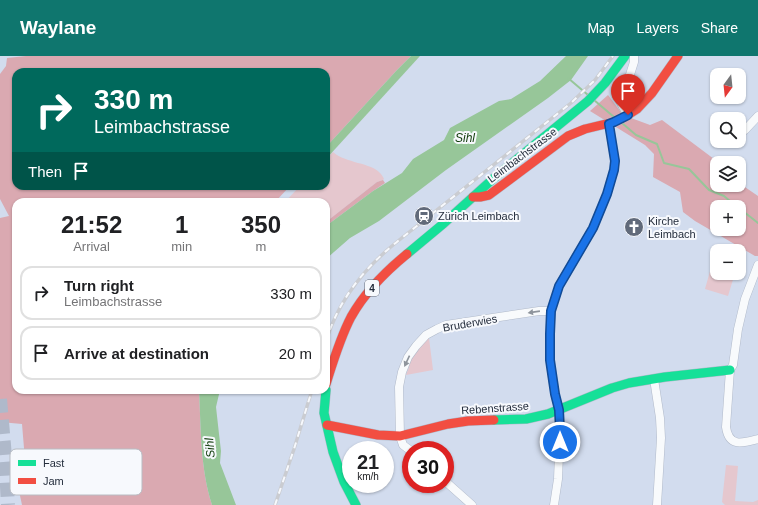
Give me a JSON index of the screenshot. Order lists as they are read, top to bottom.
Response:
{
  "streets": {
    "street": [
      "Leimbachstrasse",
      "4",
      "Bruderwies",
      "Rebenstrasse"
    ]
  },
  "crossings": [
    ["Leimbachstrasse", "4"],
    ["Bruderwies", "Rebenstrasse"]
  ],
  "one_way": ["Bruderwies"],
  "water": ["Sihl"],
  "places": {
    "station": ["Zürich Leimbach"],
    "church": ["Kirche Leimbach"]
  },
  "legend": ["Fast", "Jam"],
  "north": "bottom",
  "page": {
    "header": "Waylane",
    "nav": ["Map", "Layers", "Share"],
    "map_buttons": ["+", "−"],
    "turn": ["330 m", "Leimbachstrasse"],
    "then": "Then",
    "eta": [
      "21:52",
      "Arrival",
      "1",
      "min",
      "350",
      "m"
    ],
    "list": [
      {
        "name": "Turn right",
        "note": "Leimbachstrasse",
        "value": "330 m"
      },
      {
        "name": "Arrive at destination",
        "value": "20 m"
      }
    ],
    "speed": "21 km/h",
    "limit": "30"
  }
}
====
▶ [Work item] All lines in the preceding records that hold the word "Leimbachstrasse" need to be copied.

▶ [Your response]
      "Leimbachstrasse",
    ["Leimbachstrasse", "4"],
    "turn": ["330 m", "Leimbachstrasse"],
        "note": "Leimbachstrasse",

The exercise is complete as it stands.